→ Exercise directions
Scan the material below for every line with the string "linejoin", and copy those lines.

→ Dataset content

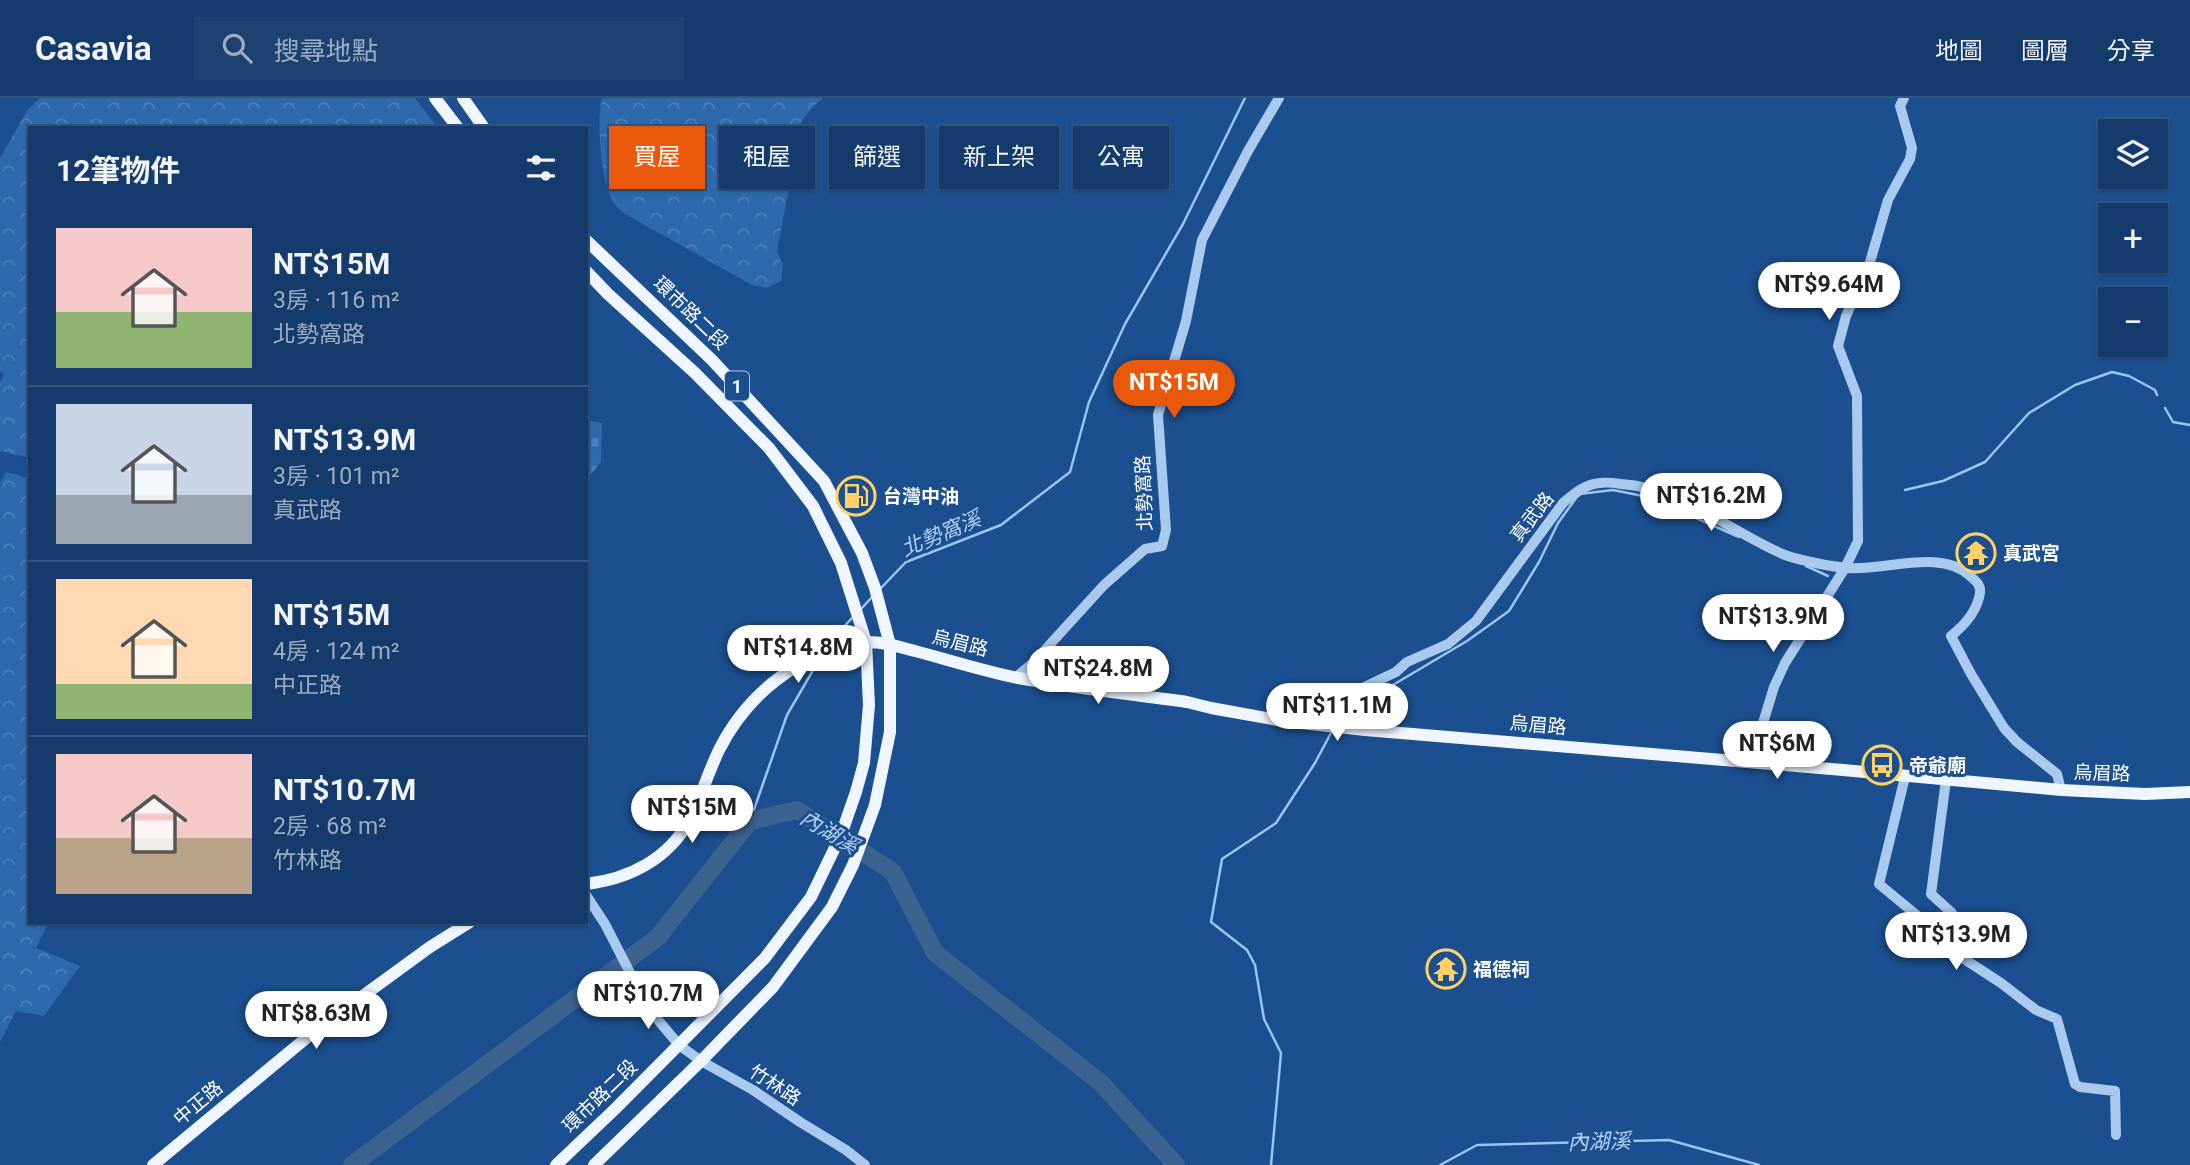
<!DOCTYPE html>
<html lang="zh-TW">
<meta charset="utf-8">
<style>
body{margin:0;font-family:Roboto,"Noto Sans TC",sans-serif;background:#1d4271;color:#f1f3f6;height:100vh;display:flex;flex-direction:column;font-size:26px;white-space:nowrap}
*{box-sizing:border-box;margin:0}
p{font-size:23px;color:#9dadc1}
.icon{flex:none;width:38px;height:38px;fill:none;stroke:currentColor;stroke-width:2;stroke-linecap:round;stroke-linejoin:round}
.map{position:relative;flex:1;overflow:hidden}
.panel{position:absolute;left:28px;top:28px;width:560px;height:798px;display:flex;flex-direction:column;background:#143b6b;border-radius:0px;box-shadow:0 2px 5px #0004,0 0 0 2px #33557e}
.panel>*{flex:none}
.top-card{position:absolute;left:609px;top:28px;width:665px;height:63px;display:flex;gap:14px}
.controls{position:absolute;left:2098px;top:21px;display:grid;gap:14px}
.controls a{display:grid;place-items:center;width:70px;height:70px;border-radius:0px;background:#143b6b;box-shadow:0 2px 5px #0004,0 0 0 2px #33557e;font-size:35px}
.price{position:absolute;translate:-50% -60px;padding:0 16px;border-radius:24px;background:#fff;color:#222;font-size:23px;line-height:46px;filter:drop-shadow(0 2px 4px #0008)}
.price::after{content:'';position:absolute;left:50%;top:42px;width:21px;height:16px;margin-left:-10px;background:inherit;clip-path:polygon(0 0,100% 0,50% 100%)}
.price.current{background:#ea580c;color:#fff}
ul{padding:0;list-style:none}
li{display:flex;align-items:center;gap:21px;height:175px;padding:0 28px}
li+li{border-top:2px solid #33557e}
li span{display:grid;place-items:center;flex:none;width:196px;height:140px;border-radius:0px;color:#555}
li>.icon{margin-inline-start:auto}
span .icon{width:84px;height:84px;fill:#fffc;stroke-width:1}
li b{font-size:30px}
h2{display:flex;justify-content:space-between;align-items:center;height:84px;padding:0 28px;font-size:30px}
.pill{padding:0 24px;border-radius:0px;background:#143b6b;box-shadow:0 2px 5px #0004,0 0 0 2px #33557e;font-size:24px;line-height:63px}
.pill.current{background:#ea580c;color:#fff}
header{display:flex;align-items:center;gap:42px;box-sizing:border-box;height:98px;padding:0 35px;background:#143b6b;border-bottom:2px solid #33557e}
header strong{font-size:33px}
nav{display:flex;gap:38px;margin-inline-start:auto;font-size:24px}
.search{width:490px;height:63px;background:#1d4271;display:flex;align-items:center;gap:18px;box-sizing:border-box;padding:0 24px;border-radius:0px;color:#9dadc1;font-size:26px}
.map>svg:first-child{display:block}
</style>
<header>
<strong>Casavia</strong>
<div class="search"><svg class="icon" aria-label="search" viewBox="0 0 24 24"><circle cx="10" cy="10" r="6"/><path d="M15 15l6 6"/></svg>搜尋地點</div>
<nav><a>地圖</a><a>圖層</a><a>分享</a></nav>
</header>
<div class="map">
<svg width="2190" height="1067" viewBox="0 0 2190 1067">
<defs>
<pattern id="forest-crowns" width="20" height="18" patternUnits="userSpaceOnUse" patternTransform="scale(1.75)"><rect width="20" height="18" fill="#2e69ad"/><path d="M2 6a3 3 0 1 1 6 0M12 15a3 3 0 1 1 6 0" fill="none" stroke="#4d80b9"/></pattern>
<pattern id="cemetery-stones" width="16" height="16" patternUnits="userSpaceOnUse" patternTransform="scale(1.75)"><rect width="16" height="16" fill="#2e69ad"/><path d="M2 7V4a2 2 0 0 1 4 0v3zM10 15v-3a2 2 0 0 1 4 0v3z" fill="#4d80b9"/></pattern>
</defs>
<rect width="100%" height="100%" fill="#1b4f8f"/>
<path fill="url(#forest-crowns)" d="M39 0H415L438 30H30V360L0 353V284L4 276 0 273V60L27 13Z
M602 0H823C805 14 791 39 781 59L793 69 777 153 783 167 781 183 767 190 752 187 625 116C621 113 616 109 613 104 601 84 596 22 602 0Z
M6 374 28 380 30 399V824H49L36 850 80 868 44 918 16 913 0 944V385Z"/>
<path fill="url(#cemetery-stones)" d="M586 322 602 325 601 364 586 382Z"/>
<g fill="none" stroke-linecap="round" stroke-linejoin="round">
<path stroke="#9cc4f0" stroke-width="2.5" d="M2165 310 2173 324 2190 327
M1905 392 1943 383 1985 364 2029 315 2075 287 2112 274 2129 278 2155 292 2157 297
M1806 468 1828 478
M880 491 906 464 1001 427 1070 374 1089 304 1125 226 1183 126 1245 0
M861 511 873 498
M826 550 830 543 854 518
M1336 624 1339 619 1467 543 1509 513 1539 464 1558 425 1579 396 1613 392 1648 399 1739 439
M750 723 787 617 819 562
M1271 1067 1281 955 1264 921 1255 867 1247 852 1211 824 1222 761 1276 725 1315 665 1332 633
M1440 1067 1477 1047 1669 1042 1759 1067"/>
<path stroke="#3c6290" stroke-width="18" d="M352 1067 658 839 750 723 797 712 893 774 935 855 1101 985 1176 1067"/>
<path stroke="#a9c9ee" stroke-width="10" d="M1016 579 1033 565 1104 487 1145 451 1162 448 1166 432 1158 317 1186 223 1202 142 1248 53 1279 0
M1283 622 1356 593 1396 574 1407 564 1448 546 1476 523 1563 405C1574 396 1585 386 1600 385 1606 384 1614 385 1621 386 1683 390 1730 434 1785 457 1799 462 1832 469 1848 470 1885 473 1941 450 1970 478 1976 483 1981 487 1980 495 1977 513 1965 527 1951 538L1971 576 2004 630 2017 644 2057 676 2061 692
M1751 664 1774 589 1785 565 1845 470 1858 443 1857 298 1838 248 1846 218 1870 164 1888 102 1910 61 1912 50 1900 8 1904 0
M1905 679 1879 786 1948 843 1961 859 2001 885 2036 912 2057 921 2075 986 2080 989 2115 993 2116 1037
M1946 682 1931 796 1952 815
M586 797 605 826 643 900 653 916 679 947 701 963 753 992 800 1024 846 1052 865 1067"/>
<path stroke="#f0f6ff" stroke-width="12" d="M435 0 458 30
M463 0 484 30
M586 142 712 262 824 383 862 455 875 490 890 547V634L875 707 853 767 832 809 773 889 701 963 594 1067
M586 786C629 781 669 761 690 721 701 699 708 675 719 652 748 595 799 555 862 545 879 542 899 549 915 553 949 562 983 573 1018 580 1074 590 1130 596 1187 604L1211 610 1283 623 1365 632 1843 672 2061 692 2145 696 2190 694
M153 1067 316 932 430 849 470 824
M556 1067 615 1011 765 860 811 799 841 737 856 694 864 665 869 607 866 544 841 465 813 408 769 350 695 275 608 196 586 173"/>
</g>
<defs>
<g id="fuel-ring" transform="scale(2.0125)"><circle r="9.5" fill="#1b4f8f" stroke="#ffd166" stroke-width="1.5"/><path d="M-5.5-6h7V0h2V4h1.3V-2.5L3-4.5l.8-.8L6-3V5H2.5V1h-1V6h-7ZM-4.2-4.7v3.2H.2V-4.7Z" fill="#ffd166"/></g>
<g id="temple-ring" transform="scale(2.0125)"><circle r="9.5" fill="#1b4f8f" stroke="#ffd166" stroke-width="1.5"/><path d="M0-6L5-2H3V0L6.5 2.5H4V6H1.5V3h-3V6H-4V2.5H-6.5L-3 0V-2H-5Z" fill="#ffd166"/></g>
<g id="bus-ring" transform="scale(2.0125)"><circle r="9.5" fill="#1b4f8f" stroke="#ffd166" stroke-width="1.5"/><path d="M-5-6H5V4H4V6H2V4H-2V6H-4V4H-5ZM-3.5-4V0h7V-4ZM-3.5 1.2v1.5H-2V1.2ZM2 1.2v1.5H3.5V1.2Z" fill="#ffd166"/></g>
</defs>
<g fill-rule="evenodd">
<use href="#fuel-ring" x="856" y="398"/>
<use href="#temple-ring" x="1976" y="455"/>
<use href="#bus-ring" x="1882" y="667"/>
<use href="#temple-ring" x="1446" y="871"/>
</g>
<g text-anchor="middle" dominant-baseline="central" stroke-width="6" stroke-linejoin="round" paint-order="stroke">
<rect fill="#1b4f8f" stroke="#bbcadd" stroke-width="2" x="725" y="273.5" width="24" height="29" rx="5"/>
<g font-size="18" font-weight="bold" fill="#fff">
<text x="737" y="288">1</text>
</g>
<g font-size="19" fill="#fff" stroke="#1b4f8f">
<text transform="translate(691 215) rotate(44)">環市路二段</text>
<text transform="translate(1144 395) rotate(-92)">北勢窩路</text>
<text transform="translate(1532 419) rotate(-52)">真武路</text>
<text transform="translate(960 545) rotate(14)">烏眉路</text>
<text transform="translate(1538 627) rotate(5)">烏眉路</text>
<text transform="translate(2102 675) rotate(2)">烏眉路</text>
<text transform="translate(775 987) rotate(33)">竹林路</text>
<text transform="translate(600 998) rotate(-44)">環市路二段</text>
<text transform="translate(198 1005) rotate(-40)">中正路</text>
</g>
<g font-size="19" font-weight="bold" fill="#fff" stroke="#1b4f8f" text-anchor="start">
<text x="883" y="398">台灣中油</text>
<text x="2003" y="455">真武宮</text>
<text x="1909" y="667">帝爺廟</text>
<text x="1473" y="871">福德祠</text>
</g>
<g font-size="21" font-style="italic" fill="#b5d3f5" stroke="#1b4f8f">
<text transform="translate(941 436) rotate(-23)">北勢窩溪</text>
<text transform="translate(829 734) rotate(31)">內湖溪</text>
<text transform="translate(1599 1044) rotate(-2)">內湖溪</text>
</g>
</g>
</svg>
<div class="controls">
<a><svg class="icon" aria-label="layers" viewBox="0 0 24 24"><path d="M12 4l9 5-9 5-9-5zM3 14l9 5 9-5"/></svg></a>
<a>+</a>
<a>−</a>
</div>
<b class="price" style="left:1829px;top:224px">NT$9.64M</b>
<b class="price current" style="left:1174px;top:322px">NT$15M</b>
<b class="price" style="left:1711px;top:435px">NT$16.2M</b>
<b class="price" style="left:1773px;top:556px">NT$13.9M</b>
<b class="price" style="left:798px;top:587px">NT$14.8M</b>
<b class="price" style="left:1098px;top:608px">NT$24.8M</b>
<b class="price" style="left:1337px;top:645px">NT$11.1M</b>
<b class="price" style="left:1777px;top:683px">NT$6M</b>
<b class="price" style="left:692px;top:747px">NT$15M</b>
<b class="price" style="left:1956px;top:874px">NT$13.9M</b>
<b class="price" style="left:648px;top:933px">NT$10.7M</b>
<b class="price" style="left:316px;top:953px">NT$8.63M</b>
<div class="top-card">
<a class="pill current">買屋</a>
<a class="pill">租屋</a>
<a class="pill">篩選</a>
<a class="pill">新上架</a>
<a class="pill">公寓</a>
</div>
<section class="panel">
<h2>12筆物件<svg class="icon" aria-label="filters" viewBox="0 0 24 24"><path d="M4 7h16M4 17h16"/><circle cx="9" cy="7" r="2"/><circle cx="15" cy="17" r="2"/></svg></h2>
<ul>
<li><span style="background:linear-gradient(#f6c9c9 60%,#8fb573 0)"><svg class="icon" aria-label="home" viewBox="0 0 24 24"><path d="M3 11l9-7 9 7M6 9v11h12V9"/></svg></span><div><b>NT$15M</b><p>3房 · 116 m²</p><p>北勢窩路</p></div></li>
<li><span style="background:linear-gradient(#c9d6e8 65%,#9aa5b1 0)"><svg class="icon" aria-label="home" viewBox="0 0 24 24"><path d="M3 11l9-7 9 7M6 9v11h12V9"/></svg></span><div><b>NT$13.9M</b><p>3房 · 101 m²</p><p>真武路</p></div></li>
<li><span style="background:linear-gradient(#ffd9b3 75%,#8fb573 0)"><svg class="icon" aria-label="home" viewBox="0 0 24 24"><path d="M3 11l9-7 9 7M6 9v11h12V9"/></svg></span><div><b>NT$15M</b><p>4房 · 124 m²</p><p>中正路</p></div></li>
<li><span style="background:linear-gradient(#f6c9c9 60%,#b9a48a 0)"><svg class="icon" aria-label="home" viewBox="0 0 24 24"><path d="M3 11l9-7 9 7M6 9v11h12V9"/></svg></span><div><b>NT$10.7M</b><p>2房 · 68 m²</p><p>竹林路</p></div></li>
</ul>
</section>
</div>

→ Exercise solution
.icon{flex:none;width:38px;height:38px;fill:none;stroke:currentColor;stroke-width:2;stroke-linecap:round;stroke-linejoin:round}
<g fill="none" stroke-linecap="round" stroke-linejoin="round">
<g text-anchor="middle" dominant-baseline="central" stroke-width="6" stroke-linejoin="round" paint-order="stroke">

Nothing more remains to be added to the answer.